The solution is to allocate that memory from a different place. I know in old Fortran it is possible to use COMMON blocks to statically allocate memory directly from your code segment. You still can't dynamically allocate more, so your subroutine can't be reentrant, but if your subroutine only gets called once at a time (which it appears to be) this may be the best solution.
A better solution would be to switch to Fortran 90 or newer and use the ALLOCATE keyword to dynamically allocate the arrays on the heap instead of the stack. Then you can allocate as large a chunk as your OS can give you, but you won't have to worry about overflowing the stack, since the memory will be coming from another place.
You may be able to fix this by changing it in the compiler, as M.S.B. suggests, but a better solution is to simply fix the code.
Does that compiler have an option to put arrays on the heap?
You could try a different compiler, such as one that is still supported. Fortran 95 compilers will compile FORTRAN 77. There are many choices, including open source. Intel Visual Fortran, the successor to Compaq Visual Fortran, has the heap option on Windows & Mac OS X for placing automatic and temporary arrays on the heap.

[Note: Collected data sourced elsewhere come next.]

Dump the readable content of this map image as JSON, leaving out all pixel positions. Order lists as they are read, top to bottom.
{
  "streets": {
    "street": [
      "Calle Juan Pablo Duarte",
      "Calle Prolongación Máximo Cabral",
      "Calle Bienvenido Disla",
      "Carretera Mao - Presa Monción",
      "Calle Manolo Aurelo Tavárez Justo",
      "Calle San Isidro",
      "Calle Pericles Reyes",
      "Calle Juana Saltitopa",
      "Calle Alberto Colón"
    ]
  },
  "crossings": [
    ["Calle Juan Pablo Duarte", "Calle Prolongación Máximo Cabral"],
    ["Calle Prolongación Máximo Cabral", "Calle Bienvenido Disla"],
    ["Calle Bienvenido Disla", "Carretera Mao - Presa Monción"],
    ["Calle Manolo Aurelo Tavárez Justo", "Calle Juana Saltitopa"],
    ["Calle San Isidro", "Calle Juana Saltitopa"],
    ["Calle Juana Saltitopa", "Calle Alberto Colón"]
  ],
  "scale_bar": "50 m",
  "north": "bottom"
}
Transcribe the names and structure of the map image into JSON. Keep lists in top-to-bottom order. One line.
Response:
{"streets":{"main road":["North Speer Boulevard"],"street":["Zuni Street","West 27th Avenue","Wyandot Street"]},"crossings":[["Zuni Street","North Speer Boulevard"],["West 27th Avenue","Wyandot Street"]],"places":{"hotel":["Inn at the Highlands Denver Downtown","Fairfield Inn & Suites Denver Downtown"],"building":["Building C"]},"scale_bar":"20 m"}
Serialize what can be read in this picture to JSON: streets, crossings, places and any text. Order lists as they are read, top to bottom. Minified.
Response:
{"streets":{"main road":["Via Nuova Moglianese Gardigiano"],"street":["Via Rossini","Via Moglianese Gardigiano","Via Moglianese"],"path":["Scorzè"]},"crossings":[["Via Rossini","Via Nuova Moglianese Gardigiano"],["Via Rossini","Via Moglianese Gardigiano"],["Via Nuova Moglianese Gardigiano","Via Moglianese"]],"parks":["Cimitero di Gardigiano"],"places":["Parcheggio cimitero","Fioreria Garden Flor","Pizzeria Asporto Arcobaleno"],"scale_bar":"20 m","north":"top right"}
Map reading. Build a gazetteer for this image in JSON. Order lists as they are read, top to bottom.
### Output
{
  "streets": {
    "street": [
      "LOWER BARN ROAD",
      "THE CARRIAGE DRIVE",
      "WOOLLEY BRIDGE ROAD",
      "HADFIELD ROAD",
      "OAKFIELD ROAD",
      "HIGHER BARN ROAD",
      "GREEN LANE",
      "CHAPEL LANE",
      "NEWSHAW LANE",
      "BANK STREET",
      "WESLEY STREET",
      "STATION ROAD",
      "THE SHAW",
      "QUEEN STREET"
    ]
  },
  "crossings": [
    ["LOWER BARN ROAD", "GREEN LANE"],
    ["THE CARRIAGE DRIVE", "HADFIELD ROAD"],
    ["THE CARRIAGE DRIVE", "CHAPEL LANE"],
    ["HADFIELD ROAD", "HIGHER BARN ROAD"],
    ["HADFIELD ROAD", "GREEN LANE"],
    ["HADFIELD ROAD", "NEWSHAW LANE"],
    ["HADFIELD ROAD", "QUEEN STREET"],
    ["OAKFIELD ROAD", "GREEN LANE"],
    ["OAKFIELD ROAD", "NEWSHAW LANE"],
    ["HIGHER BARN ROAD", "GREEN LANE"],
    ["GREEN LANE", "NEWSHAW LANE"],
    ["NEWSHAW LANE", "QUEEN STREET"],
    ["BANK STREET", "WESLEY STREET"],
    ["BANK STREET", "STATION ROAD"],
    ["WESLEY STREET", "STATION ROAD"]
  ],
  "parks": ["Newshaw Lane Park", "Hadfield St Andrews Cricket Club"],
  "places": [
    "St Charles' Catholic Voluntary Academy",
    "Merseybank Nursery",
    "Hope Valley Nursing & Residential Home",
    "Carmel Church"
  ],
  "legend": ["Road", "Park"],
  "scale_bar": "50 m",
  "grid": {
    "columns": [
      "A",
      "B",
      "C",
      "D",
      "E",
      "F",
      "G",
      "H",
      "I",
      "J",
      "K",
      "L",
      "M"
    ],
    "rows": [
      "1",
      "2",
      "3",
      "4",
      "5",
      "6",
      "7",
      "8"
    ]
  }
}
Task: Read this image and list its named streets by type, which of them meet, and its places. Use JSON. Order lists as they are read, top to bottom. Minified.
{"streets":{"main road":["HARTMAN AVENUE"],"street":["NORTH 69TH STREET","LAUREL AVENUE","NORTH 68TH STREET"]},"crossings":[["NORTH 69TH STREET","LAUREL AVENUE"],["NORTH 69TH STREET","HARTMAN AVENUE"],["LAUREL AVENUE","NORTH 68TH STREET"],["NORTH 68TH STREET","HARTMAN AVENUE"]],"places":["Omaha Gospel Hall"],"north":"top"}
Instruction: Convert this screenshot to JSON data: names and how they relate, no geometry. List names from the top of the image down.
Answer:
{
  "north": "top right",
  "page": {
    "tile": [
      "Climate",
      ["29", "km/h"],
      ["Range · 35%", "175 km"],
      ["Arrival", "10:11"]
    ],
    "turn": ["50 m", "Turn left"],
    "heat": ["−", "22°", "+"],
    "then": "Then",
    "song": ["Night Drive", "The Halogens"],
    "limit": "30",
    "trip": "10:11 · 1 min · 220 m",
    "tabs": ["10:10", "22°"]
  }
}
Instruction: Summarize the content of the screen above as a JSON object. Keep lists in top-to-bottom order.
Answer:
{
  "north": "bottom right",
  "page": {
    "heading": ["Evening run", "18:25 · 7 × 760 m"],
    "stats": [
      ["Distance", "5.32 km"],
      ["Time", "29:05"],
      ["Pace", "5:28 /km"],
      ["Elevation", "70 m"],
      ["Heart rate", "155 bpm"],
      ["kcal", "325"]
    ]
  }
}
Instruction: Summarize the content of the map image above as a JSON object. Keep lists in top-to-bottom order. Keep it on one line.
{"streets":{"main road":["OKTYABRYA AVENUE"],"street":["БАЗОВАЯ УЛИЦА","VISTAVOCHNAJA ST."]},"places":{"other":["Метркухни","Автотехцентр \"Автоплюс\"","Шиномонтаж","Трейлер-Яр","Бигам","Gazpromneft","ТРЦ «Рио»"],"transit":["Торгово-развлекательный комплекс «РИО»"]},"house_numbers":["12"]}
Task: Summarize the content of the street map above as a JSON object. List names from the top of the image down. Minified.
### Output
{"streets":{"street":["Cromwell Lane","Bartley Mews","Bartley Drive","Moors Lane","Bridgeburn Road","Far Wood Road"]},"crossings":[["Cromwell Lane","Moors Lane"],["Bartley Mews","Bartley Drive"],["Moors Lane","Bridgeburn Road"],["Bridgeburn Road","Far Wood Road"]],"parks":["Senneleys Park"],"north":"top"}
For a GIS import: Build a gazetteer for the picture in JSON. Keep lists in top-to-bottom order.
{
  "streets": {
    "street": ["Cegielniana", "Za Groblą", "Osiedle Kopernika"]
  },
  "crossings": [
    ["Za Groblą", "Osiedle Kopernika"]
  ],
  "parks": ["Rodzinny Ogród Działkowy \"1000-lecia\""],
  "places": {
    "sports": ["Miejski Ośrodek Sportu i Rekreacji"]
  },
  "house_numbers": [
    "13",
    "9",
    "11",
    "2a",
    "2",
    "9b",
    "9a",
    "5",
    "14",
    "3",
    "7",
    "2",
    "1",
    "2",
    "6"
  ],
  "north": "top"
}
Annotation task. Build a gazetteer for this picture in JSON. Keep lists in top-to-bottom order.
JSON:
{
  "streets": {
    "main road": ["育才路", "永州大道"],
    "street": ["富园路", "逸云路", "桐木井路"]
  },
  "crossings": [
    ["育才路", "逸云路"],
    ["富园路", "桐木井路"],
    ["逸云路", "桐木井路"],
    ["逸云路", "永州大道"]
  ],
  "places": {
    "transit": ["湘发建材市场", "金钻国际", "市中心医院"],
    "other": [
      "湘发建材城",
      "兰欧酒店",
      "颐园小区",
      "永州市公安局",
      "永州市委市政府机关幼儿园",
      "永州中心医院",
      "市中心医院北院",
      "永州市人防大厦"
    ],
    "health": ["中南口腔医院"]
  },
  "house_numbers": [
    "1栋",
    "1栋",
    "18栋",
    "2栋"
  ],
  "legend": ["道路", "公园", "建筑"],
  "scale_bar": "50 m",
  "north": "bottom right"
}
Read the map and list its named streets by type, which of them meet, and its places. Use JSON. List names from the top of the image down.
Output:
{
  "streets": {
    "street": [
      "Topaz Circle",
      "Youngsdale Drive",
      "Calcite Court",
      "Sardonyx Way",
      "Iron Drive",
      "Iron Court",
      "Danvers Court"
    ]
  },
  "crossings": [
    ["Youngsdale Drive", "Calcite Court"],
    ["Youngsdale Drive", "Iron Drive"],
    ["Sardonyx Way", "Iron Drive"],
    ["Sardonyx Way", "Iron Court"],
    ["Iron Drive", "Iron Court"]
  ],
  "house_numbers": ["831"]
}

MELE is actually a larger array then NM: 10000 x 10000 x 4 x 4, versus 10001 x 100001 x 4 (supposing 4 byte numbers, as did Daniel) -- 1.49 GB versus 381 kB. MELE is declared in your main program and, from your tests, is acceptable, even though it is larger. So either adding NM pushes the memory usage over a limit (the total for these two arrays is 1.86 GB) or the difference in the declaration matters. The size of MELE is known at compile time, that of NM only at run time, so probably the compiler allocates the memory differently. Really in this program the size of NM is known, but in the subroutine the dimensions are received as arguments, so to the compiler the size is unknown. If you change this, the compiler may change how it allocates the memory for NM and the program may run. Don't pass the dimensions of NM as arguments -- make them constants. The elegant way would be to make an include file with three PARAMETER statements setting up the array sizes, then include that include file wherever needed. Quick and dirty, as a test, would be to repeat identical PARAMETER statements in the subroutine -- but then you have the same information twice, which has to be changed twice if you make changes. In either case, you have to remove the array dimensions from the subroutine arguments in both the call and subroutine declaration, or use different names, because the same variable in a subroutine can't be a parameter and an argument. If that doesn't work, declare NM in the main program and pass it as an argument to the subroutine.
Re the COMMON block -- the dimensions need to be known at compile time, and so can't be subroutine arguments -- same as above. As Daniel explained, putting the array into COMMON would definitely cause it not to be on the stack.
This is beyond the language standard -- how the compiler provides memory is an implementation detail, "under the hood". So the solution is partially guess work. The manual or help for the compiler might have answers, e.g., a heap allocation option.
Stack overflows related to array size is a warning sign that they are being pushed whole onto the call stack, instead of on the heap. Have you tried making the array variables allocatable? (I'm not sure if this is possible in F77, though)